Social Networks SS21

# Home Assignment 1



### General Instructions

Submit your solution via Moodle until 23.59pm on Wednesday, May 12th.
Late submissions are accepted for 12 hours following the deadline, with 1/4 of the total possible points deducted from the score.

Submit your solutions in teams of 2-4 members.
Please denote all members of the team with their student ID and full name in the notebook.
Please submit only one notebook per team.
Only submit a notebook, do not submit the datasets you used or image files that you have created - these have to be created from your notebook.
Also, do NOT compress/zip your submission!

Cite ALL your sources for coding this home assignment.
In case of plagiarism (copying solutions from other teams or from the internet), ALL team members will be expelled from the course without warning.

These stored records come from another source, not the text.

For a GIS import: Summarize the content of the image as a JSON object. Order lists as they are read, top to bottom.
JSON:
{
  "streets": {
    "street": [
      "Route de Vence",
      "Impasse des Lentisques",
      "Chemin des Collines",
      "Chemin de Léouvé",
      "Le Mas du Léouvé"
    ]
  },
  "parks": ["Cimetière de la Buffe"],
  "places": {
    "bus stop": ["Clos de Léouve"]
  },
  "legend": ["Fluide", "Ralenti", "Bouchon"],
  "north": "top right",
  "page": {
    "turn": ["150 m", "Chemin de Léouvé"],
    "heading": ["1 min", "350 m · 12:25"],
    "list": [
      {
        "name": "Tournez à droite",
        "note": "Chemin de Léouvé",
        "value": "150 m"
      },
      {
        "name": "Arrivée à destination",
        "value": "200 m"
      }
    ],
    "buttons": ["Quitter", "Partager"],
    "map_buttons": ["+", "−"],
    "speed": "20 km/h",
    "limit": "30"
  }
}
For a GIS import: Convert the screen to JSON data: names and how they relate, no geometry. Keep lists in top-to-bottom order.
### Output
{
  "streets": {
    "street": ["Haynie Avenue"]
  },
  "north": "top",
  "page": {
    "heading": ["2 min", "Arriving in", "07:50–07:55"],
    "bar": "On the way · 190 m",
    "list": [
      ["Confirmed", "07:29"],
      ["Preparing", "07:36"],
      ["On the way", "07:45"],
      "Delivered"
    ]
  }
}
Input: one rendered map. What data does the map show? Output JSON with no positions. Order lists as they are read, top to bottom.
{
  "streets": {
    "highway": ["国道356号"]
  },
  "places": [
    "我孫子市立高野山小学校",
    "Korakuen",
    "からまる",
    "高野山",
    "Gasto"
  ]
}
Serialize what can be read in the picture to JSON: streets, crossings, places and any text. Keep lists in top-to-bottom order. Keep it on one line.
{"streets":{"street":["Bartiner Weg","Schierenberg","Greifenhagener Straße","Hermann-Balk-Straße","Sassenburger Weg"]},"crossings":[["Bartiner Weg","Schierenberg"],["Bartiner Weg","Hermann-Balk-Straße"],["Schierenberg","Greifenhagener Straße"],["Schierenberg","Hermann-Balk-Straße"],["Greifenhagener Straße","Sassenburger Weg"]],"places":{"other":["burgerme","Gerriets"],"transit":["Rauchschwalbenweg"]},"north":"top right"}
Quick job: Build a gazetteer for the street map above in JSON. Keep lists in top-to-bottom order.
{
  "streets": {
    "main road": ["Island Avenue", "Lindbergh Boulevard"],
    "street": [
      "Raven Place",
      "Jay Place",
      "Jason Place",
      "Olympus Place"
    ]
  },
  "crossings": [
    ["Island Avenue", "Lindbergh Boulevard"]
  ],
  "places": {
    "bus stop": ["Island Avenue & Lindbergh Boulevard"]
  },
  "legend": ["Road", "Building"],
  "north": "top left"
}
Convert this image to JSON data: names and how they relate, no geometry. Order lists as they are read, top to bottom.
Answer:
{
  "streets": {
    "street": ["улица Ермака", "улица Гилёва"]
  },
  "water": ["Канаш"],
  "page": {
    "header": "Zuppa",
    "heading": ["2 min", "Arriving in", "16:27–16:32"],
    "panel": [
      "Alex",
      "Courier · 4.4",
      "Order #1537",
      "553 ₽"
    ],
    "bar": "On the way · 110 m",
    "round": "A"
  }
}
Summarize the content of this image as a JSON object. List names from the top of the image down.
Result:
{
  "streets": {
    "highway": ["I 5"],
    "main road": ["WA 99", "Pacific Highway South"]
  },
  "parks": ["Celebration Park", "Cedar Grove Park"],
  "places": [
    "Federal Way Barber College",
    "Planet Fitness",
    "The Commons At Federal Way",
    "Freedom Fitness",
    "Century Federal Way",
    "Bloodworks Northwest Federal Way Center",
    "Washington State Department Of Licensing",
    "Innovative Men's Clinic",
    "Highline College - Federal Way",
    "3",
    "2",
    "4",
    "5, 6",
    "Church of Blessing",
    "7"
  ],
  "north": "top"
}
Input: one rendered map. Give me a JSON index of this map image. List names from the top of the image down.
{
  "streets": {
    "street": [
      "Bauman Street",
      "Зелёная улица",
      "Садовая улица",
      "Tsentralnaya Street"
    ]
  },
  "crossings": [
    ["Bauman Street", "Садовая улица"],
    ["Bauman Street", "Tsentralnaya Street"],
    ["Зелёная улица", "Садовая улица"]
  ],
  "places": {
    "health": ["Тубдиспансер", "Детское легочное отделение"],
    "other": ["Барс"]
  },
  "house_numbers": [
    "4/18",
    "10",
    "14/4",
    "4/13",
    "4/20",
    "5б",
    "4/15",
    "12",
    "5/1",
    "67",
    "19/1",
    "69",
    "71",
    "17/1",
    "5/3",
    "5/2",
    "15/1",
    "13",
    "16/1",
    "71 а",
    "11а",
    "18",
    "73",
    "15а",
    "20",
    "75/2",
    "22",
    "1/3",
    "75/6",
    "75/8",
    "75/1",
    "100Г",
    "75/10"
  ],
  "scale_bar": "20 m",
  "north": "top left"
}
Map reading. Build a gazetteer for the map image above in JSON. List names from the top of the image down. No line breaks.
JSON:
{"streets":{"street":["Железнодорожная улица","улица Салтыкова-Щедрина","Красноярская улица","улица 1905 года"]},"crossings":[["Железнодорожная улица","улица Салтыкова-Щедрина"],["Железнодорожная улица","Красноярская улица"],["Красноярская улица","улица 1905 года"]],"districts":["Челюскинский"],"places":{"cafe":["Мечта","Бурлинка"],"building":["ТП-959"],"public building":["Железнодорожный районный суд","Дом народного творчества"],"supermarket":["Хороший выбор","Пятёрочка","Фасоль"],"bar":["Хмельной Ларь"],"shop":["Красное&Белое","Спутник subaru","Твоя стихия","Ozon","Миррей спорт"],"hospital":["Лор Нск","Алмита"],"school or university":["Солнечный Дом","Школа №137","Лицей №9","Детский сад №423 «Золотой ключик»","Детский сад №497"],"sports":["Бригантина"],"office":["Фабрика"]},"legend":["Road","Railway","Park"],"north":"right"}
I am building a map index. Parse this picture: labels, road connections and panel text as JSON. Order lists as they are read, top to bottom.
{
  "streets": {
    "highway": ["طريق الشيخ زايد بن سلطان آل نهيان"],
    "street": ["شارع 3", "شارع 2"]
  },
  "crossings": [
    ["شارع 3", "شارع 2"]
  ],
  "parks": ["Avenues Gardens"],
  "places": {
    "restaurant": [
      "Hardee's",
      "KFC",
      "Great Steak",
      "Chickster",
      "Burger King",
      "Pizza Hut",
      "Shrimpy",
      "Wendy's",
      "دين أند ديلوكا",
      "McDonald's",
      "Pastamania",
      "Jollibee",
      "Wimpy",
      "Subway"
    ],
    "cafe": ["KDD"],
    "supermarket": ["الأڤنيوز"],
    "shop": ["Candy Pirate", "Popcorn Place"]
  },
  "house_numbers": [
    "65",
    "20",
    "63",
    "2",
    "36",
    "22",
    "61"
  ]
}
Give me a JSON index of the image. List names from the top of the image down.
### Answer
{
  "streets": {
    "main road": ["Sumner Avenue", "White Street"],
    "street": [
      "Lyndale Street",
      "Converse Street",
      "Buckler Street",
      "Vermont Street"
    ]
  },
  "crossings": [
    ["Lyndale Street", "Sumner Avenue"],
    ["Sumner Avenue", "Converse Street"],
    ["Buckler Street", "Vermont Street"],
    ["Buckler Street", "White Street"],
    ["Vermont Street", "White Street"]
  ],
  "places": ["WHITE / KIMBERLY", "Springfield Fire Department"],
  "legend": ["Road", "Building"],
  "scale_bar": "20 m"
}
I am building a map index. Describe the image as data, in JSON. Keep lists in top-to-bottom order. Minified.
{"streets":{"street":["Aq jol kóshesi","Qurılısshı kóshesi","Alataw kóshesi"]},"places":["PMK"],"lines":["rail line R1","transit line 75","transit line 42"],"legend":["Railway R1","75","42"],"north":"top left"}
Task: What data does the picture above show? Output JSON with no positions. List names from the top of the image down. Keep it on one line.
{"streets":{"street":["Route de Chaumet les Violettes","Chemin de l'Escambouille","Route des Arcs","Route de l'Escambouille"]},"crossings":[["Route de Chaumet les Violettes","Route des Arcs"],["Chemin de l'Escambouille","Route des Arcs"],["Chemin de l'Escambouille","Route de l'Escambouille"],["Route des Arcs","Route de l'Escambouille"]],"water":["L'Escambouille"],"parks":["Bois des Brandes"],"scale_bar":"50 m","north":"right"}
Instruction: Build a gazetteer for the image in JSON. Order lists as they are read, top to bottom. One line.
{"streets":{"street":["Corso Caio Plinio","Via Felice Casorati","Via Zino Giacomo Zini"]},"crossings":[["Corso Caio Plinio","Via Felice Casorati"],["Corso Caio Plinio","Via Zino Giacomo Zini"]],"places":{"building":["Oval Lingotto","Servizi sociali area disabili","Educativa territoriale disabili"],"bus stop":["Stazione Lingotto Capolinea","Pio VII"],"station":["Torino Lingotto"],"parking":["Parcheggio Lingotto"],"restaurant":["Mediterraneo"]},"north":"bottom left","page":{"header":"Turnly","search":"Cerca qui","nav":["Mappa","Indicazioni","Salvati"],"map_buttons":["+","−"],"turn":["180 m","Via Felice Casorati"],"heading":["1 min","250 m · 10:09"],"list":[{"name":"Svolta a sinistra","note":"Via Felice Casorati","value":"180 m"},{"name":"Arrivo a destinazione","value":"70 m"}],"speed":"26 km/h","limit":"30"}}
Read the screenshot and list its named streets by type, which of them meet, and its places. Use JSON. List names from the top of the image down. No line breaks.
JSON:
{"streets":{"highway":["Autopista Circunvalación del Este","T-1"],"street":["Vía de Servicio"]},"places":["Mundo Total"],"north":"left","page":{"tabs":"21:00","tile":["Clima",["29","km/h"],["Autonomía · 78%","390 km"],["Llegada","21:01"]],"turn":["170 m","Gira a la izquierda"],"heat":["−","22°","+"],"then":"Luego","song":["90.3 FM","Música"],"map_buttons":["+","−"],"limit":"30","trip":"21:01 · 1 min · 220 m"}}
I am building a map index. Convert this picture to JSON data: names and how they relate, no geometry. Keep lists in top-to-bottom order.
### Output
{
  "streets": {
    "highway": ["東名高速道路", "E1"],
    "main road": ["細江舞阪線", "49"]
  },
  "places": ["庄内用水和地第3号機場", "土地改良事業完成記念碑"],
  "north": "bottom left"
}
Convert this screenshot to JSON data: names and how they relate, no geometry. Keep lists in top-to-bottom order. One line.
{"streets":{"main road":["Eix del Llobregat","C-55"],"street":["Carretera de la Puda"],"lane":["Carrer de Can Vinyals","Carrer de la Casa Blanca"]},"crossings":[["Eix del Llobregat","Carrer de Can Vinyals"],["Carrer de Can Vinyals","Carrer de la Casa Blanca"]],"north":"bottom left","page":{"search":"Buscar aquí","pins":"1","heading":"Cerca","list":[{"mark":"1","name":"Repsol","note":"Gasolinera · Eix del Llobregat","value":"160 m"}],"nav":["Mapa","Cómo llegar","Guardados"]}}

### Evaluation and Grading

Evaluation of your submission is done semi-automatically.
Think of it as this notebook being executed once.
Afterwards, some test functions are appended to this file and executed respectively.

Therefore:
* Submit valid _Python3_ code only!
* Make sure to restrict yourself to using packages that are automatically installed along with anaconda, plus some additional packages that have been introduced in context of this class. An overview of packages that may be used in this assignment can be found in the file 'environment.yaml'.
* Ensure your definitions (functions, classes, methods, variables) follow the specification if
  given. The concrete signature and header of a function is usually specified in the task description and via code skeletons.
* Again, make sure that all your function as well as variable names match with what we have specified! The automated grading will only match these exact names, and everything that can not be matched will not be graded.
* Whenever there is a written task, e.g. task 1b), enter your answer in the specified markdown cell. Do NOT remove or edit the label (e.g. '__A1b):__' ) from the markdown cell, as this will have to be parsed by the grading system and matched to your answer. 
* Ensure the notebook does not rely on current notebook or system state!
  * Use `Kernel --> Restart & Run All` to see if you are using any definitions, variables etc. that 
    are not in scope anymore.
  * Do not rename any of the datasets you use, and load it from the same directory that your ipynb-notebook is located in, i.e., your working directory. In particular, when loading your file via a pandas or numpy command, make sure that it has the form `nx.read_edgelist("example.edgelist")` instead of `nx.read_edgelist("C:/User/Path/to/your/Homework/example.edgelist")` so that the code directly works from our machines.
* Make sure that your code is executable, any task for which the code does not directly run on our machine will be graded with 0 points. Run your notebook from top to bottom, make sure there is no error!
  Minimize usage of global variables. Do not reuse variable names multiple times!
* Ensure your code/notebook terminates in reasonable time.
* Textual answers must always be backed by code and may not refer to results that are not part of
  your submission.


**There's a story behind each of these points! Don't expect us to fix your stuff!**

##### List team members, including all student IDs, in the cell below:

In [1]:
# credentials of all team members (you may add or remove items from the list)
team_members = [
    {
        'first_name': 'Alice',
        'last_name': 'Foo',
        'student_id': 12345
    },
    {
        'first_name': 'Bob',
        'last_name': 'Bar',
        'student_id': 54321
    },
    {
        'first_name': 'J',
        'last_name': 'Doe',
        'student_id': 90000
    }
]

In [3]:
# general immports may go here!
import networkx as nx
import numpy as np
from typing import List, Optional, Tuple, Dict

### The Train Bombing Network

For the most part of this home assignment, you will be working on the train bombing network, which is provided in an edgelist format in the file _train.edgelist_.
This undirected network contains contacts between suspected terrorists involved in the train bombing of Madrid on March 11, 2004 as reconstructed from newspapers. A node represents a terrorist and an edge between two terrorists shows that there was a contact between the two terroists. The edge weights denote how 'strong' a connection was. This includes friendship and co-participating in training camps or previous attacks. In the following, we will denote this network as $G$.

__References:__  
1) Dataset in the KONECT graph repository: http://konect.cc/networks/moreno_train/

2) Brian Hayes. Connecting the dots. Can the tools of graph theory and social-network studies unravel the next big plot? American Scientist, 94(5):400--404, 2006.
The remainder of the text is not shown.